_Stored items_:
____________

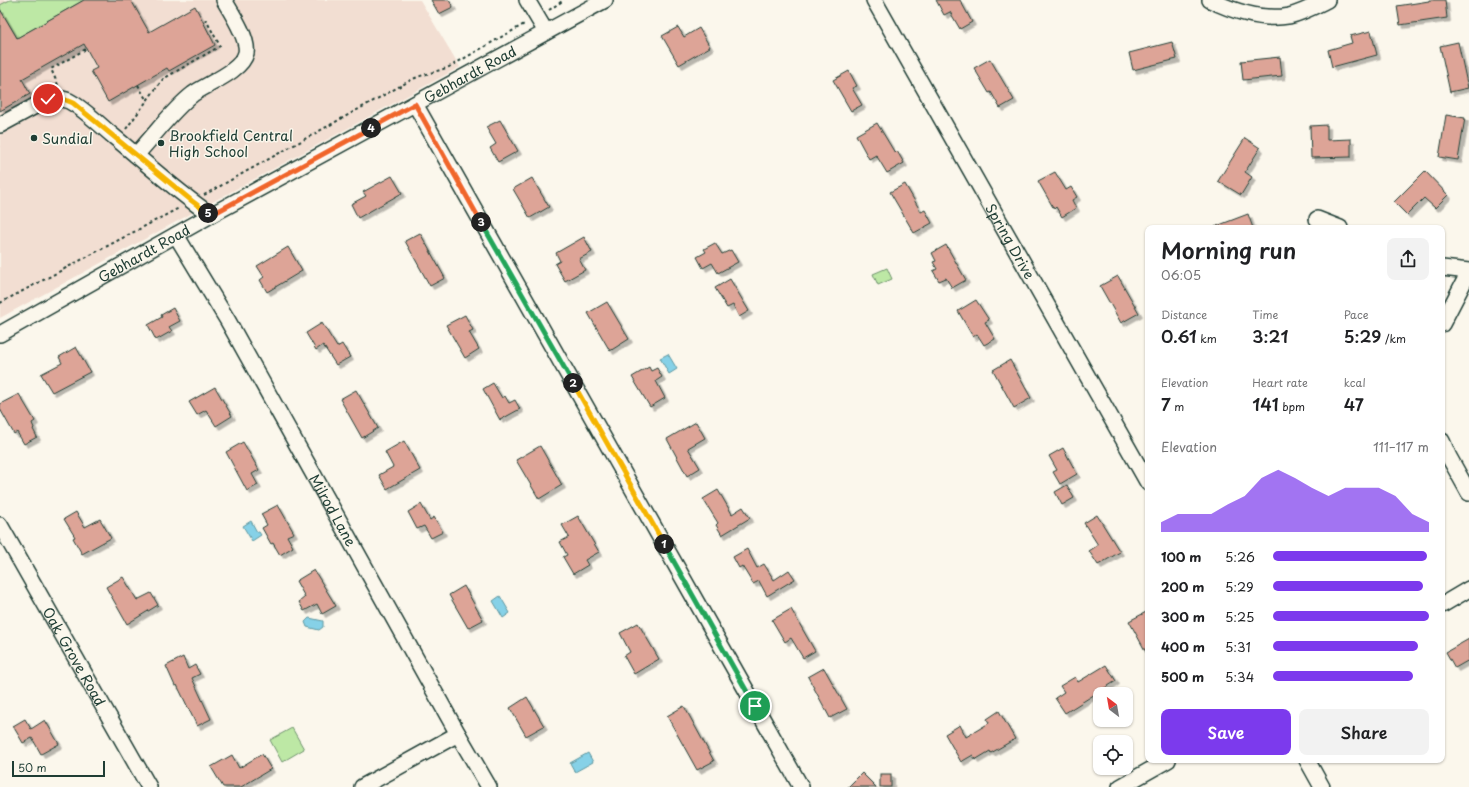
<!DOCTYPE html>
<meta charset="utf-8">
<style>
body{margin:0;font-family:"Playpen Sans",sans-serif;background:#f2f2f2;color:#202124;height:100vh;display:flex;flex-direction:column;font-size:15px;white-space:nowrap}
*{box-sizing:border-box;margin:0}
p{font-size:13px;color:#757577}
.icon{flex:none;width:22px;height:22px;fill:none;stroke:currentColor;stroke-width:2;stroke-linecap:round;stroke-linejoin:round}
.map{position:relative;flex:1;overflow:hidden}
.drawer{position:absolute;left:1145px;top:225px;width:300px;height:538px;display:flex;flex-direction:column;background:#fff;border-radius:8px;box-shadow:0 1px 3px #0004}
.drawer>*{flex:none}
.needle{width:26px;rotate:329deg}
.fabs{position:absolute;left:1093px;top:687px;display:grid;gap:8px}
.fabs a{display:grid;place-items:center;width:40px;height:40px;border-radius:8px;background:#fff;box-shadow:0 1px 3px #0004;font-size:20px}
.scale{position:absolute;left:12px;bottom:10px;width:93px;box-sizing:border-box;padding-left:4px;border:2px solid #1f3d34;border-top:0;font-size:11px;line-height:14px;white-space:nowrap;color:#1f3d34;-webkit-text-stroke:3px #fbf7ec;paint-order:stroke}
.pin{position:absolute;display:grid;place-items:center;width:34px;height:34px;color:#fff;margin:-17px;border:2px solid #fff;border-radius:50%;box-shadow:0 1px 4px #0007}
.km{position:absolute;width:20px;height:20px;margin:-10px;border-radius:50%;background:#222;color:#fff;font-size:11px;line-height:20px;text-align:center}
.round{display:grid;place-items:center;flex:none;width:42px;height:42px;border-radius:8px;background:#f2f2f2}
.headline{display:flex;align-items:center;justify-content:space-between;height:68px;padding:0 16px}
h1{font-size:22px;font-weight:600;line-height:30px}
.figures{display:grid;grid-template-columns:repeat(3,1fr);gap:6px;height:68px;padding:4px 16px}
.figures div{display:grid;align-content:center}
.figures b{font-size:17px;font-weight:600}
.figures small{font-size:11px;font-weight:400}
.figures p{font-size:11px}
.chart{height:112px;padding:8px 16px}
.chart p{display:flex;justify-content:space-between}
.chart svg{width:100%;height:72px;margin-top:4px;fill:#7c3aed;opacity:.7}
.primary-button{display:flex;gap:8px;margin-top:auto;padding:8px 16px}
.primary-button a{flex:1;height:46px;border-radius:8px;background:#7c3aed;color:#fff;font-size:16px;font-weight:600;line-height:46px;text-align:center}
.primary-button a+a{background:#f2f2f2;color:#202124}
ul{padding:0 16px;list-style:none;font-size:13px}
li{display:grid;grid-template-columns:64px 48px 1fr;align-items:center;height:30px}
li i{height:10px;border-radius:5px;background:#7c3aed}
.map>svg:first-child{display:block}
</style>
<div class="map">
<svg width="1469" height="787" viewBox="0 0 1469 787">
<defs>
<filter id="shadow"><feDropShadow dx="3.5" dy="3.5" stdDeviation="0" flood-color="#0004"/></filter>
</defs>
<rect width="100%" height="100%" fill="#fbf7ec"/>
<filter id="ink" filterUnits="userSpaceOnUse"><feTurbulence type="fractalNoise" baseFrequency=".025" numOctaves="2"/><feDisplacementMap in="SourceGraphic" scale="8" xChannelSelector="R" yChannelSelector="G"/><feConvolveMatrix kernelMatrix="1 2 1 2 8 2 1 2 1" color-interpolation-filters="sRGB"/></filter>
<g filter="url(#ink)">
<path fill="#f2ded2" d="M0 0H420L460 67 0 318Z"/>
<g fill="#bde8a5" stroke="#6e926c">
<path d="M10 0H84L17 38 0 9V5Z"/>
<path d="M887 268 892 279 878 285 873 274Z"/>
<path d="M292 728 304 749 282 762 270 740Z"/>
</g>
<g fill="#86d1e7" stroke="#5d969f">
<path d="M668 354 677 369 669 374 660 358Z"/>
<path d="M251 521 257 532H259L261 535 252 541 243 526Z"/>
<path d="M500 596 510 613 503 618 493 601Z"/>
<path d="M309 618 323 621V627L319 630 307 627 305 622Z"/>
<path d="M588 753 593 762 575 772 570 763Z"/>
</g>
<g fill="#dda497" stroke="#1f3d34" filter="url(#shadow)">
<path d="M84 0H131L149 32 195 6 215 45 169 71 167 68 108 102 92 73 91 71 97 68 84 44 22 79 30 94 0 111V9L17 38Z"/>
<path d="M431 0H449L453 7 439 14Z"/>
<path d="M936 0H960L972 22 960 29 950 12 944 15Z"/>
<path d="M1429 0H1445L1447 18 1400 25 1397 6 1429 1Z"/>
<path d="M678 27 684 37 699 28 710 47 679 65 662 36Z"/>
<path d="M1371 31 1377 55 1332 67 1328 50 1352 43 1350 36Z"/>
<path d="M1172 42 1177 59 1133 70 1129 53Z"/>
<path d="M1458 42 1468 88 1450 92 1440 46Z"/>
<path d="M1280 57 1282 76 1243 80 1241 61Z"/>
<path d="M990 59 1014 100 1000 108 991 92 989 93 974 68Z"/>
<path d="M849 71 857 86 852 88 862 105 851 111 833 80Z"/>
<path d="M1446 115 1465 118 1458 160 1439 157Z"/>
<path d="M500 120 518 151 498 162 490 148 496 144 486 127Z"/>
<path d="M877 123 895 153 897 151 904 163 887 173 876 155 869 159 856 135Z"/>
<path d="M1327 125V140L1351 139V157L1311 158 1310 126Z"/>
<path d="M1245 138 1260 148 1245 172 1252 177 1241 195 1218 181Z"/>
<path d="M1425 171 1448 195 1435 208 1424 198 1407 215 1394 202Z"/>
<path d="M1055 172 1066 190 1071 187 1077 197 1072 200 1076 208 1062 217 1056 207 1054 209 1038 181Z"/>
<path d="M392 176 402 193 358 218 351 204 366 196 363 192Z"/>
<path d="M532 178 549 207 530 218 513 189Z"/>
<path d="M905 184 921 212 925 210 932 223 914 233 890 192Z"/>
<path d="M1248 214 1253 228H1214V227Z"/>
<path d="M420 233 445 278 430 286 405 241Z"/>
<path d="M584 237 592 252 579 259 585 270 565 281 555 264 560 261 556 253Z"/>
<path d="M715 243 722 254 731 250 738 262 718 273 712 263 703 268 697 257 706 252 704 249Z"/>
<path d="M946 245 966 280 952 288 946 278 939 281 933 271 937 269 933 262 936 261 932 253Z"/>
<path d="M288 247 302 271 267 292 260 280 264 277 257 266Z"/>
<path d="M1118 276 1139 313 1121 323 1100 286Z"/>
<path d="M730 279 749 311 739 317 733 305 727 308 715 288Z"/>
<path d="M976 300 989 320 985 322 995 339 984 345 977 334 973 337 958 311Z"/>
<path d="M607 302 629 339 610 351 588 313Z"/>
<path d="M173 308 180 321 169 327 172 331 156 340 148 325 162 317 161 315Z"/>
<path d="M465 315 473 330 469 332 479 349 465 358 446 325Z"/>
<path d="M322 323 337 347 342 344 350 357 336 365 323 345 316 350 306 333Z"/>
<path d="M76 347 90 372 52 392 41 374 62 363 59 357Z"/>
<path d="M1010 360 1031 398 1014 408 993 370Z"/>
<path d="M649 367 651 371 657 368 662 377 656 381 665 398 650 407 632 377Z"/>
<path d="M493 383 502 398 505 396 509 403 515 400 520 409 500 420 483 389Z"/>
<path d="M215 387 232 416 216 426 206 410 197 415 189 402Z"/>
<path d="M356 390 378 428 362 438 340 399Z"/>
<path d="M19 394 35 421 32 423 34 428 33 429 37 437 24 444 17 432 14 434 0 409V404Z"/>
<path d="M696 422 705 438 688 448 700 468 687 476 667 439Z"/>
<path d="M404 441 420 470 387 489 379 475 393 467 385 452Z"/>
<path d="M243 442 259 470 252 474 258 485 247 491 226 452Z"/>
<path d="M540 446 562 485 539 499 516 460Z"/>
<path d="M1063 448 1077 474 1060 484 1053 472 1057 470 1049 456Z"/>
<path d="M1067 485 1074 498 1062 505 1055 492Z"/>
<path d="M718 490 732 514 743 507 750 518 722 535 716 525 718 523 703 499Z"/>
<path d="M421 504 430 520 434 517 443 532 431 538 424 526 417 529 408 512Z"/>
<path d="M278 505 294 533 287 536 293 547 280 555 273 543 271 544 262 528 267 525 261 514Z"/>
<path d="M76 512 85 527 100 519 111 538 82 554 73 538 75 537 64 519Z"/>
<path d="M1097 515 1120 552 1098 565 1089 551 1098 545 1084 523Z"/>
<path d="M578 516 599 552 585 560 588 565 573 574 563 557 567 555 560 542 569 537 562 525Z"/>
<path d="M747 549 757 568 764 564 774 580 789 570 795 579 767 596 759 581 753 584 742 566 739 568 733 557Z"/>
<path d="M314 570 336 606 322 614 317 604 304 611 299 602 305 597 296 581Z"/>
<path d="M123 577 137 600 151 593 158 605 127 624 106 587Z"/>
<path d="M464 586 483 620 468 628 449 595Z"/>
<path d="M791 609 815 651 803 658 791 638 785 642 772 620Z"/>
<path d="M1148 611V656L1129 621Z"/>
<path d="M638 623 659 659 634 674 624 656 630 652 620 633Z"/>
<path d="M1469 639V660L1455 668 1446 652Z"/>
<path d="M183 657 188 669 195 665 200 674 192 678 211 719 197 726 177 685 175 686 166 666Z"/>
<path d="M1106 665 1116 681 1065 713 1055 698 1064 692 1060 686 1075 677 1078 682Z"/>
<path d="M824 668 847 709 830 718 808 677Z"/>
<path d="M527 697 544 726 526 736 510 708Z"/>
<path d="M684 706 714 761 697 770 667 716Z"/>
<path d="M999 711 1015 739 991 753 990 751 975 760 973 755 961 762 945 734 960 725 966 737 989 723 987 719Z"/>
<path d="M25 719 31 729 45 720 59 744 41 754 32 738 23 743 13 726Z"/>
<path d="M262 754 271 769 241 787H223L211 767 232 755 239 768Z"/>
<path d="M862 773 876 787H848Z"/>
<rect x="880" y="774" width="11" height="13"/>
</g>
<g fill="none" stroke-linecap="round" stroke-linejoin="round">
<defs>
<g id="minor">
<path d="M527 0 546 32"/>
<path id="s1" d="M874 0 1148 483"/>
<path d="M1210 0C1233 11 1262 21 1289 16 1302 13 1315 6 1327 0"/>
<path d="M415 104 801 787"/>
<path d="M0 125 48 99C55 98 62 98 69 101 83 108 100 125 112 135 145 162 176 191 211 215"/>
<path d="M136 155C155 135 171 111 193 94 207 84 242 71 246 53 249 39 231 12 224 0"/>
<path d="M1317 219 1340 228"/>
<path id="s2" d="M176 235 228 321 458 734 489 787"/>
<path d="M1442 268 1469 271"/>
<path d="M1442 324 1469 272"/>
<path id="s3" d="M0 334 211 215 605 0"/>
<path d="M1442 441 1449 457 1469 493"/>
<path id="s4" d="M0 525 149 787"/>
<path d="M1442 605 1469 589"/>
<path d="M1307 760 1322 787"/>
<path d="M362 787 458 734"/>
<path d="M1120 787 1168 760"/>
</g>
</defs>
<use href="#minor" stroke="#1f3d34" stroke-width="18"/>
<g stroke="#1f3d34" stroke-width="2" stroke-dasharray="3 3" stroke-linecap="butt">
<path d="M549 10 564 0"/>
<path d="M58 85 51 69 86 49"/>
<path d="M138 85 147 101"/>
<path d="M126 129 163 79 220 46 206 20 204 21"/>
<path d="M204 195 411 80C423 74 436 72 449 67L526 23"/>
<path d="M0 303 179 208"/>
</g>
<use href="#minor" stroke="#fbf7ec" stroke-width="15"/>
</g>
</g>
<g fill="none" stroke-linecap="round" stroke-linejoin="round" filter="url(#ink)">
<defs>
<path id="split-1" d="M664 544 755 706"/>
<path id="split-2" d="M573 383 664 544"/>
<path id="split-3" d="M481 222 573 383"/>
<path id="split-4" d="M371 128 415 104 481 222"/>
<path id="split-5" d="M208 213 211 215 371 128"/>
<path id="split-6" d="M48 99 61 98 73 103 192 201 208 213"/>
</defs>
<use href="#split-1" stroke="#fff" stroke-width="8"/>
<use href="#split-2" stroke="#fff" stroke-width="8"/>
<use href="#split-3" stroke="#fff" stroke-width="8"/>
<use href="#split-4" stroke="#fff" stroke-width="8"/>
<use href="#split-5" stroke="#fff" stroke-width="8"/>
<use href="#split-6" stroke="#fff" stroke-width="8"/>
<use href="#split-1" stroke="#22a559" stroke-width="5"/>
<use href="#split-2" stroke="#f5b400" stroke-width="5"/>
<use href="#split-3" stroke="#22a559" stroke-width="5"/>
<use href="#split-4" stroke="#f0652b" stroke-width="5"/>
<use href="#split-5" stroke="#f0652b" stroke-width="5"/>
<use href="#split-6" stroke="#f5b400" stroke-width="5"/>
</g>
<g fill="#1f3d34" stroke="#fbf7ec" stroke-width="1.5">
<circle cx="34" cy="138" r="4"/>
<circle cx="161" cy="143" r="4"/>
</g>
<g text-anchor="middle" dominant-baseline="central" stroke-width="3" stroke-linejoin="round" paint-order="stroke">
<g font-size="14" fill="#1f3d34" stroke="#fbf7ec">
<text stroke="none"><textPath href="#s3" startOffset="537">Gebhardt Road</textPath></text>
<text stroke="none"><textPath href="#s1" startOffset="277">Spring Drive</textPath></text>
<text stroke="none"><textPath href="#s3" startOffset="165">Gebhardt Road</textPath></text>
<text stroke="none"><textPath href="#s2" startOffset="317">Milrod Lane</textPath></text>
<text stroke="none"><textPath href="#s4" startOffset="151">Oak Grove Road</textPath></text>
</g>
<g font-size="14" fill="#1f3d34" stroke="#fbf7ec" text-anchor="start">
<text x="169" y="135">Brookfield Central<tspan x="169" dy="16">High School</tspan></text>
<text x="42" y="138">Sundial</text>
</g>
</g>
</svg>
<div class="fabs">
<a><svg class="needle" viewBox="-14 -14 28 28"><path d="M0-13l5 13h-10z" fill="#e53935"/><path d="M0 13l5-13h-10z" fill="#757577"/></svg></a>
<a><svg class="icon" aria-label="locate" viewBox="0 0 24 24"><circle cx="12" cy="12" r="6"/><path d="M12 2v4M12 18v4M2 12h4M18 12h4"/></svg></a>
</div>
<div class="scale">50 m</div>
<div class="pin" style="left:755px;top:706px;background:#1e9e55"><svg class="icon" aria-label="arrive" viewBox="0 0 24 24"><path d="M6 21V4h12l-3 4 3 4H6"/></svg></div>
<div class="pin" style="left:48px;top:99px;background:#d93025"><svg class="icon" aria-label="check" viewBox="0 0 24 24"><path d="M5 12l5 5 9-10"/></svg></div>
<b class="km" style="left:664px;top:544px">1</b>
<b class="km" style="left:573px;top:383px">2</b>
<b class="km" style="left:481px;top:222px">3</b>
<b class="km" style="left:371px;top:128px">4</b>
<b class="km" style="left:208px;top:213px">5</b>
<section class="drawer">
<div class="headline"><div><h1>Morning run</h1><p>06:05</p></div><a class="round"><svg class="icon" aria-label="share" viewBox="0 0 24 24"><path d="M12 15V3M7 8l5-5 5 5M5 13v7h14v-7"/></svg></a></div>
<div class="figures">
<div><p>Distance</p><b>0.61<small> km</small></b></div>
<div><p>Time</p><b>3:21</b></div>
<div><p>Pace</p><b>5:29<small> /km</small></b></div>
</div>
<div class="figures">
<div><p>Elevation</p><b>7<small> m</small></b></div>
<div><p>Heart rate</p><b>141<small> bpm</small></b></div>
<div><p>kcal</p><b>47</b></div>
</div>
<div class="chart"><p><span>Elevation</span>111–117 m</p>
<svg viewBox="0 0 160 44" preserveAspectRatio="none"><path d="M0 44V38L10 33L20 33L30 33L40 27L50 22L60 11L70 6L80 11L90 17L100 22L110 17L120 17L130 17L140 22L150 33L160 38V44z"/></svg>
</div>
<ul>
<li><b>100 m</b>5:26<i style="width:99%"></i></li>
<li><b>200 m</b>5:29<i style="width:96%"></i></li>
<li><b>300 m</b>5:25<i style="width:100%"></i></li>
<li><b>400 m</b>5:31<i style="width:93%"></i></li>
<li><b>500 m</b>5:34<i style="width:90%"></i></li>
</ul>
<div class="primary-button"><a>Save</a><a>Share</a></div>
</section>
</div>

____________

_What to produce_:
Please state how many lines in the data contain the word "absolute", giving only that number.

_Exercise response_:
5